Hertford North to Warren Street:
Oyster Peak Single £12:30 (applies for touching in at Hertford between 06:30 and 09:30 Mon-Fri). No railcard discount
Oyster Off Peak Single £9.60 or £6.30 with railcard

Warren Street to Hertford North
Oyster Peak Single £12.30 (applies for touching in at Warren Street between 06:30 and 09:30 and 16:00 and 19:00 Mon-Fri). No railcard discount
Oyster Off Peal Single £9.60 or £6.30 with railcard

Paper tickets:
Hertford North to London Underground Zones 1-2 (this allows one return journey on the underground to Warren Street):
Anytime Day Return 27.90
Anytime Day Single £17.20 or £11.35 with railcard (railcard cannot be used in the morning peak)
Off Peak Day Return £22.00 or £14.50 with railcard (no evening restriction on this ticket)
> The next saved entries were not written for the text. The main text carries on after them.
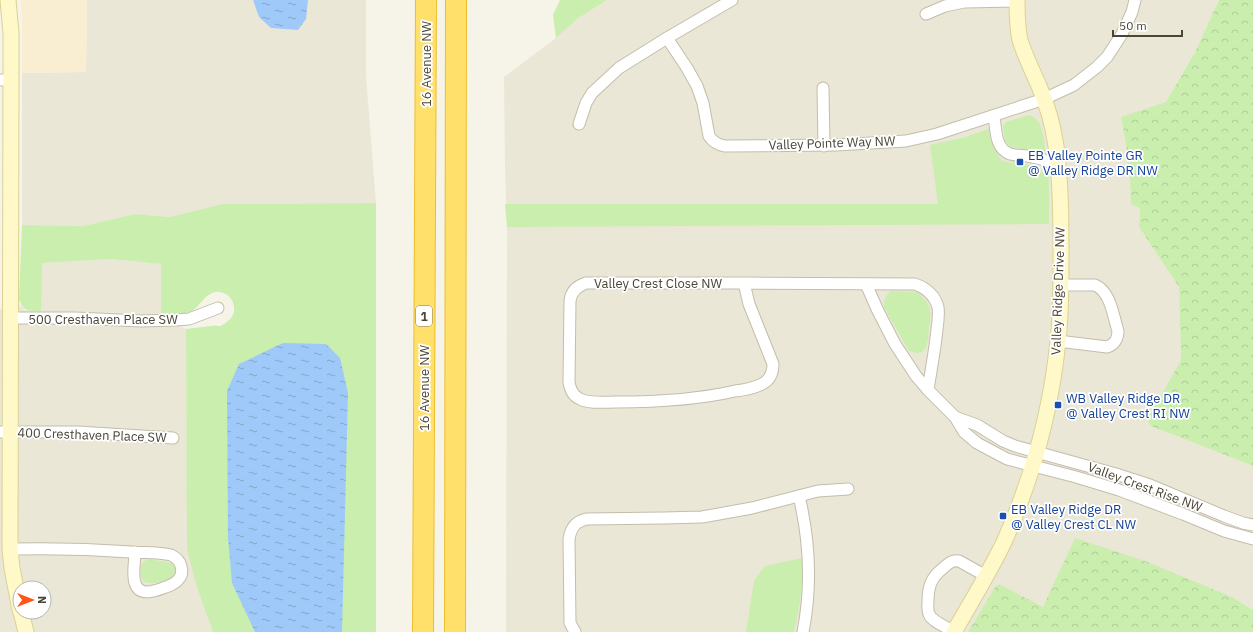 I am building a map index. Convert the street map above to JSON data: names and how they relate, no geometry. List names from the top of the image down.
{
  "streets": {
    "highway": ["16 Avenue NW", "1"],
    "street": [
      "Valley Pointe Way NW",
      "Valley Crest Close NW",
      "Valley Ridge Drive NW",
      "500 Cresthaven Place SW",
      "400 Cresthaven Place SW",
      "Valley Crest Rise NW"
    ]
  },
  "crossings": [
    ["Valley Pointe Way NW", "Valley Ridge Drive NW"],
    ["Valley Ridge Drive NW", "Valley Crest Rise NW"]
  ],
  "places": {
    "transit": ["EB Valley Pointe GR @ Valley Ridge DR NW", "WB Valley Ridge DR @ Valley Crest RI NW", "EB Valley Ridge DR @ Valley Crest CL NW"]
  },
  "scale_bar": "50 m",
  "north": "right"
} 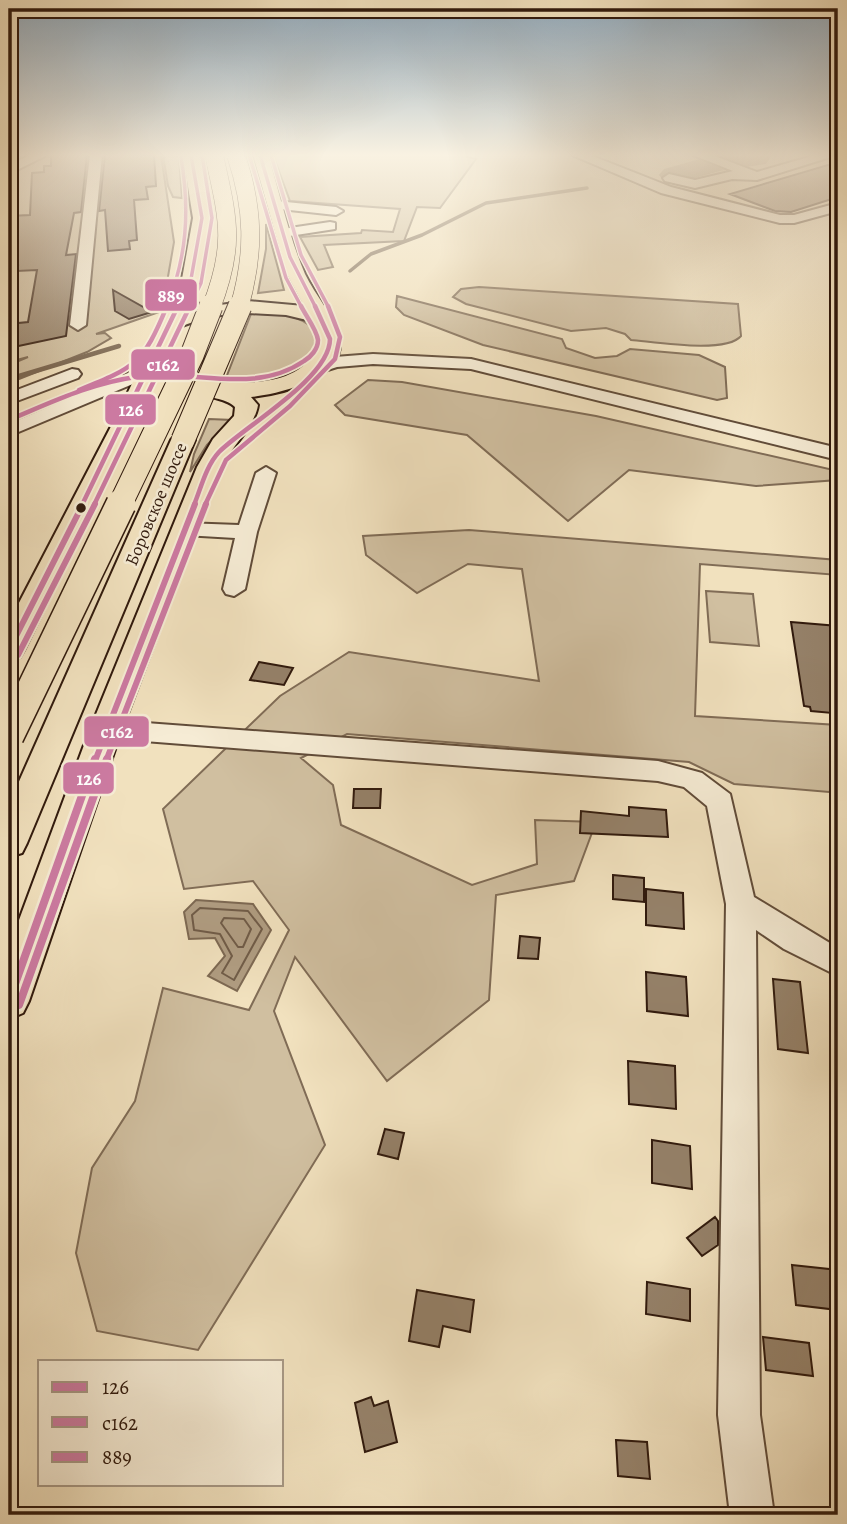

It is worth noting that in some cases a One Day Travelcard, which offers unliited travel on trains, underground and buses in London Zones 1-6 is normally only a little more and at certain times can be cheaper:
Anytime £28.60
Off Peak £22.00 or £14.50 with railcard (no evening restrictions)
Super Off Peak £21.40 or £14.10 with railcard (evening restrictions apply)
Weekend Day £16.90 or £11.15 with railcard (a bargain!)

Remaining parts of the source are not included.